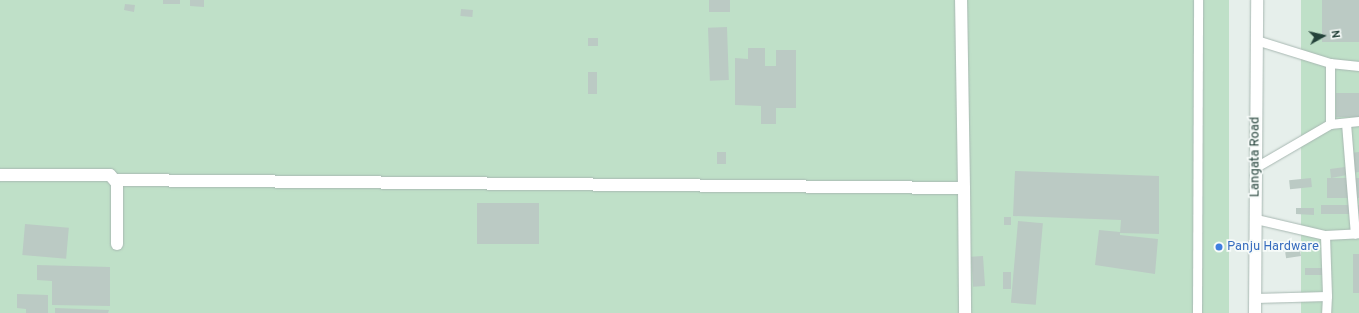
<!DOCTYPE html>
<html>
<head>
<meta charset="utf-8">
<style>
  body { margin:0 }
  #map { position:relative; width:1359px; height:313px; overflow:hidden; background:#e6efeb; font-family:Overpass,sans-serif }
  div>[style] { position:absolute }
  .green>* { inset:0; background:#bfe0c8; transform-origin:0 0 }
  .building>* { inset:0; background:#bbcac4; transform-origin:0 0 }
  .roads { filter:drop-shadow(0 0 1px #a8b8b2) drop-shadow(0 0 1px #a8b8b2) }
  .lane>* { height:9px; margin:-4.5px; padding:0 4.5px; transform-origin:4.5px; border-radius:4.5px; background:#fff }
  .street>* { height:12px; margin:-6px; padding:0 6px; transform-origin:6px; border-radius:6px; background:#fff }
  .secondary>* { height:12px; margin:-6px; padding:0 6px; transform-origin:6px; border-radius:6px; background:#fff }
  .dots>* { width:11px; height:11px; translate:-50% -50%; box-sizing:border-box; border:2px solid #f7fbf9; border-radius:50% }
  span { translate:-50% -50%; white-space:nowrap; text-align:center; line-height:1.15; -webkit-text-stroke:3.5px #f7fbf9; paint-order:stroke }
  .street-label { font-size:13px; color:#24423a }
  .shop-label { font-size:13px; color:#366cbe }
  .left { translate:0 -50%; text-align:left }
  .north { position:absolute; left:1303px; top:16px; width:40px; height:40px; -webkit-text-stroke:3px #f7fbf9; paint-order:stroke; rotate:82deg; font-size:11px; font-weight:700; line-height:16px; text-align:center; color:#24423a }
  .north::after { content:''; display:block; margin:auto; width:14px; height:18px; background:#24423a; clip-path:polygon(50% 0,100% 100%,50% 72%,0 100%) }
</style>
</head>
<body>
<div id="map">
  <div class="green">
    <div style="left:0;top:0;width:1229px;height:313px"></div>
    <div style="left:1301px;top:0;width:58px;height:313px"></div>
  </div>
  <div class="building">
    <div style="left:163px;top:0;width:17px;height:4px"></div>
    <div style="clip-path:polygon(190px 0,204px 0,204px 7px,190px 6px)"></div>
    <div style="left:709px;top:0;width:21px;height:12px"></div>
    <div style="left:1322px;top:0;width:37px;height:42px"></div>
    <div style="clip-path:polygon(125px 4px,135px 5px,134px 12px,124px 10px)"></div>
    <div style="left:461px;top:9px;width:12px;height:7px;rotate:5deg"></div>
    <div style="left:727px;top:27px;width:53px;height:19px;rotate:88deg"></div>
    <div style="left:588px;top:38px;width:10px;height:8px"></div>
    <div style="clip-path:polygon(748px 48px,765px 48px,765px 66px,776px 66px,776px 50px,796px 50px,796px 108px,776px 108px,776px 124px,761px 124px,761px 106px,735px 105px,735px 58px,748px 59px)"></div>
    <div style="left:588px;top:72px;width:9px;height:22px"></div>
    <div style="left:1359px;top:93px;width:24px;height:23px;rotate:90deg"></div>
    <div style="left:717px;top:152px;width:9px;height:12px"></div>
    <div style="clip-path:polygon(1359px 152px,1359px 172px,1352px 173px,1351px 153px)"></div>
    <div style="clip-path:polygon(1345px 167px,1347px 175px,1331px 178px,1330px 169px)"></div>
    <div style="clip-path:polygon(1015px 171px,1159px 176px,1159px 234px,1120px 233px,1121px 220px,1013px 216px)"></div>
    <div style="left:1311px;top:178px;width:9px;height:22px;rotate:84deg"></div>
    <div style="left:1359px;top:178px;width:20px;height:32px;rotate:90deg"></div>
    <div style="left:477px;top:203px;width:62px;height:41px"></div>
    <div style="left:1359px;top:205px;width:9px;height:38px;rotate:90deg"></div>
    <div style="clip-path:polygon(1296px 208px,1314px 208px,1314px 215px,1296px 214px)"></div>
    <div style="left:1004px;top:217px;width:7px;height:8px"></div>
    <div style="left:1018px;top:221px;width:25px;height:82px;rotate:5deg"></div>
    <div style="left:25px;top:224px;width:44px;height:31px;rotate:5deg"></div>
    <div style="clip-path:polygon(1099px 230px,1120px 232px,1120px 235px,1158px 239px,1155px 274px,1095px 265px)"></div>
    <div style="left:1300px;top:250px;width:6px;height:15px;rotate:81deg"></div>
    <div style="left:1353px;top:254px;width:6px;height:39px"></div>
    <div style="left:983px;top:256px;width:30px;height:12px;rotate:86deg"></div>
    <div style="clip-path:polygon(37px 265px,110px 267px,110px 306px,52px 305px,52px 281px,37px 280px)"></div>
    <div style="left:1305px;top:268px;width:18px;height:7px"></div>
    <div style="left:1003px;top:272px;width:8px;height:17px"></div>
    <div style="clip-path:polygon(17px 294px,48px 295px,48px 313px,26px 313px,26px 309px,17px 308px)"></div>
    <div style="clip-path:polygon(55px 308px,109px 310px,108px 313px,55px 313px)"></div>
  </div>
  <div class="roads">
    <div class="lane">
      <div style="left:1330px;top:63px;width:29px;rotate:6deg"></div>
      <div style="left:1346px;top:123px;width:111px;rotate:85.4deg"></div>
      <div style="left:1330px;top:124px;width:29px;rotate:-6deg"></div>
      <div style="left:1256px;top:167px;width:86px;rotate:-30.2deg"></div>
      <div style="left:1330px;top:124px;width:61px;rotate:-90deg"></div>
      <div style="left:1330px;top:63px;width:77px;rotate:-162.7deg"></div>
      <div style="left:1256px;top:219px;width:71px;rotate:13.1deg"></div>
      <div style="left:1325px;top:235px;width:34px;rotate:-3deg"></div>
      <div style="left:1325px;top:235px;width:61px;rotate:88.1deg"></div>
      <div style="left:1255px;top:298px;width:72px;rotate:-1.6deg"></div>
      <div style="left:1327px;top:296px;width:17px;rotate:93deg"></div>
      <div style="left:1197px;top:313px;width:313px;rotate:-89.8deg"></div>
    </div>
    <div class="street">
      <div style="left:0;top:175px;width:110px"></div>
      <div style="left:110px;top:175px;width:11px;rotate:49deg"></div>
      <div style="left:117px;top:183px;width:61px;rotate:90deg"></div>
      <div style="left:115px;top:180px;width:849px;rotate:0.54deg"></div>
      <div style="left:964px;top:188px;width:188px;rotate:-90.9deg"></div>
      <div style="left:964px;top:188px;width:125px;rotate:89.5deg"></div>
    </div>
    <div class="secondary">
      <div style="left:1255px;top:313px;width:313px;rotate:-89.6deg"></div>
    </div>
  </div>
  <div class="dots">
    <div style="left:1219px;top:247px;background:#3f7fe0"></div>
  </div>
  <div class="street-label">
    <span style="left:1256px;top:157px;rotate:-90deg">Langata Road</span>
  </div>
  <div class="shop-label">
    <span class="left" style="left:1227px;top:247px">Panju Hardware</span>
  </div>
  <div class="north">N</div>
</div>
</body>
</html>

☆ ☆ ☆

* _Exercise objective_: Go through the listing, find each line with the word "padding", and copy it.

* _Reply to the exercise_:
  .lane>* { height:9px; margin:-4.5px; padding:0 4.5px; transform-origin:4.5px; border-radius:4.5px; background:#fff }
  .street>* { height:12px; margin:-6px; padding:0 6px; transform-origin:6px; border-radius:6px; background:#fff }
  .secondary>* { height:12px; margin:-6px; padding:0 6px; transform-origin:6px; border-radius:6px; background:#fff }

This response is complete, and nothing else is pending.